Just about everything in media today is about coupling, looking for love, and ending in fairytale happily ever after. Even in big adventure movies where pandemonium is rampant, the girl gets the guy. The Black Widow can’t just save the world, she has to have a love interest while doing it. Thor awesome God of Gods doesn’t have enough to do putting the hammer down, but he found the girl. The evil bad guys are closing in, but there has to be a pause in the action for the big I-found-you kiss. What? Get to steppin’ people! You’re going to get killed! Sexual tension, hooking up and romance — sex sells. Does he like her or more importantly does he love her? Will they end up together? Rooting for the pair to find each other and finally realize they just can’t live without the other. Awwww… Any complications in the relationship from the past are over. Love is the be all to end all. Who doesn’t love a torrid love story? I too loved it when Forest Gump rolled his eyes and embarrassedly exclaimed, “Lieutenant Daann,” in response to meeting his girl.

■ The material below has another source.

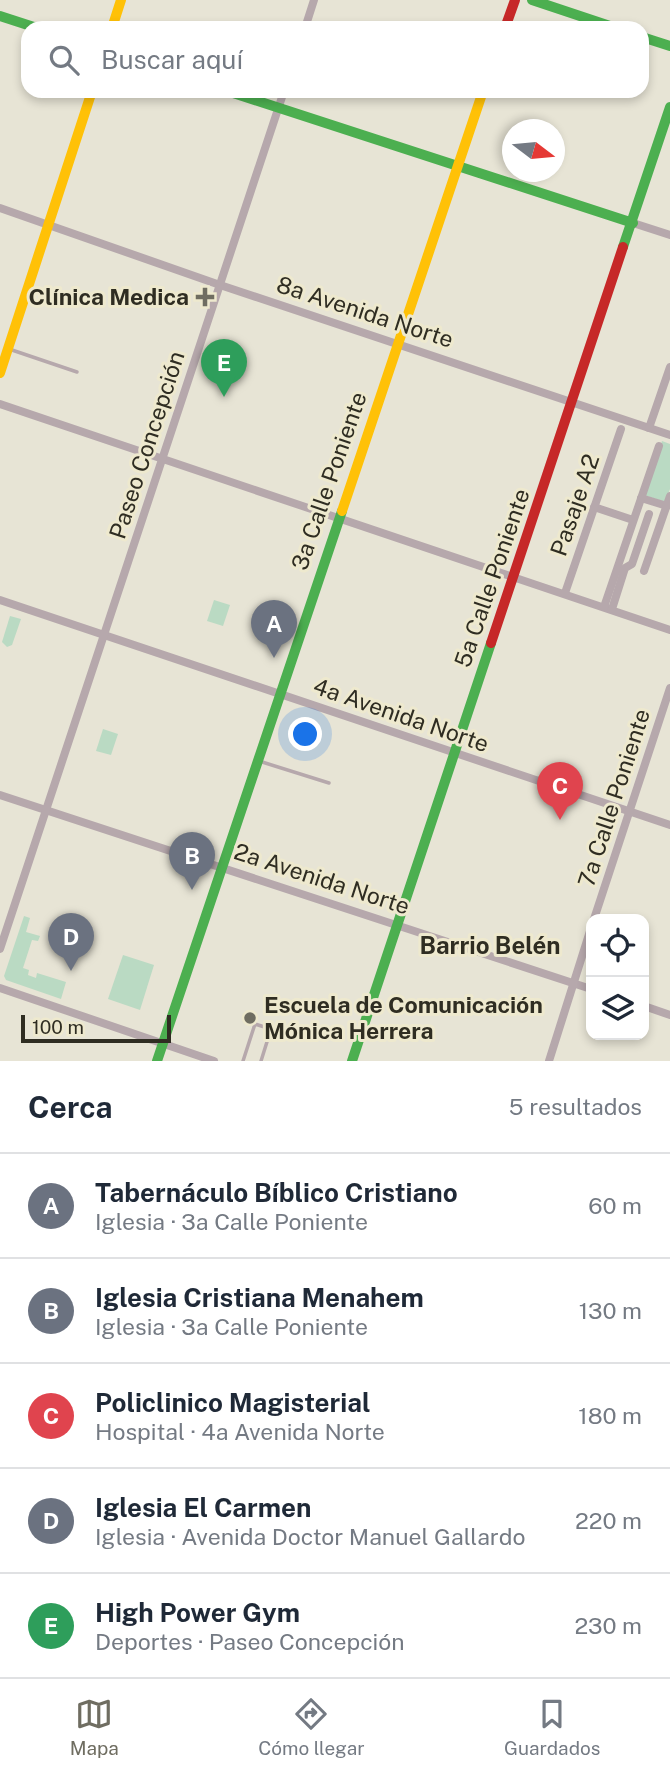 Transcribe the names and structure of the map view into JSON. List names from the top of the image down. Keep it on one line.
{"streets":{"street":["8a Avenida Norte","Paseo Concepción","3a Calle Poniente","Pasaje A2","5a Calle Poniente","4a Avenida Norte","7a Calle Poniente","2a Avenida Norte"]},"crossings":[["8a Avenida Norte","Paseo Concepción"],["8a Avenida Norte","3a Calle Poniente"],["8a Avenida Norte","5a Calle Poniente"],["Paseo Concepción","4a Avenida Norte"],["Paseo Concepción","2a Avenida Norte"],["3a Calle Poniente","4a Avenida Norte"],["3a Calle Poniente","2a Avenida Norte"],["5a Calle Poniente","4a Avenida Norte"],["5a Calle Poniente","2a Avenida Norte"],["4a Avenida Norte","7a Calle Poniente"]],"districts":["Barrio Belén"],"places":{"health":["Clínica Medica"],"other":["Escuela de Comunicación Mónica Herrera"]},"scale_bar":"100 m","north":"right","page":{"search":"Buscar aquí","pins":["E","A","C","B","D"],"scale":"100 m","heading":["Cerca","5 resultados"],"list":[{"mark":"A","name":"Tabernáculo Bíblico Cristiano","note":"Iglesia · 3a Calle Poniente","value":"60 m"},{"mark":"B","name":"Iglesia Cristiana Menahem","note":"Iglesia · 3a Calle Poniente","value":"130 m"},{"mark":"C","name":"Policlinico Magisterial","note":"Hospital · 4a Avenida Norte","value":"180 m"},{"mark":"D","name":"Iglesia El Carmen","note":"Iglesia · Avenida Doctor Manuel Gallardo","value":"220 m"},{"mark":"E","name":"High Power Gym","note":"Deportes · Paseo Concepción","value":"230 m"}],"nav":["Mapa","Cómo llegar","Guardados"]}}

Relationships that work are fabulous. In the beginning when it’s in the touch-me, feel-me stage all else is blocked out for the sheer magic of the moment. Love is blind, crazy in love. Love conquers all. It’s totally obvious that blissful coupling will last forever and ever, Amen. Right Randy Travis? Many times it does survive until death do us part; but if you candidly interview anyone who has had the true grit to stick it out for years and years they will tell you that respect, trust, tenderness, and commitment are the glue holding their relationship together.
Love is fickle, lust is fleeting, but relationships that endure for decades are accomplished from a higher level of emotion and strength than love and lust. Love is powerful but it is a self-defined sentiment. What is love to one person may not be to another. In my opinion it’s lasting and permanent. It has evolved from weak knees to caring, shared memories and experiences, the ability to be yourself at all times, ultimate friendship, humor, and still wanting that person in your every-day life. Waking up in the morning and looking forward to having breakfast on the patio or watching a movie on Netflix together. Being absolutely content in each other’s company not needing to be around other people to have something interesting to talk about. That’s a love that endures.
We have all experienced heartbreak in a relationship. Sometimes we can work it out, and sometimes we cannot. Parting ways is such sweet sorrow. Moving on hurts, but there’s always promise of the next big relationship in the horizon; and that one will last forever, I’m pretty sure.
My hope is for all of us to instill independence and self-reliance into our children so they can conduct their lives and take care of themselves as individuals without that magical relationship. Once that’s achieved, and only then, does any relationship really have any chance. Whoopie Goldberg’s book title , If Someone Says They Complete You –RUN!, says it better than anything. If a relationship never materializes for you, then that is completely fine. You can handle it because you’re prepared to take care of yourself. Being alone and being lonely are two very different things.
Never underestimate the power or love, marriage, parenthood, and extended family; however, it just may not be for you. It is certainly not for everyone. Relationships enhance your life in some ways, but it is not what your life is ultimately about. Be yourself, emit positivity, be self-supporting, and love may just may find its way to you.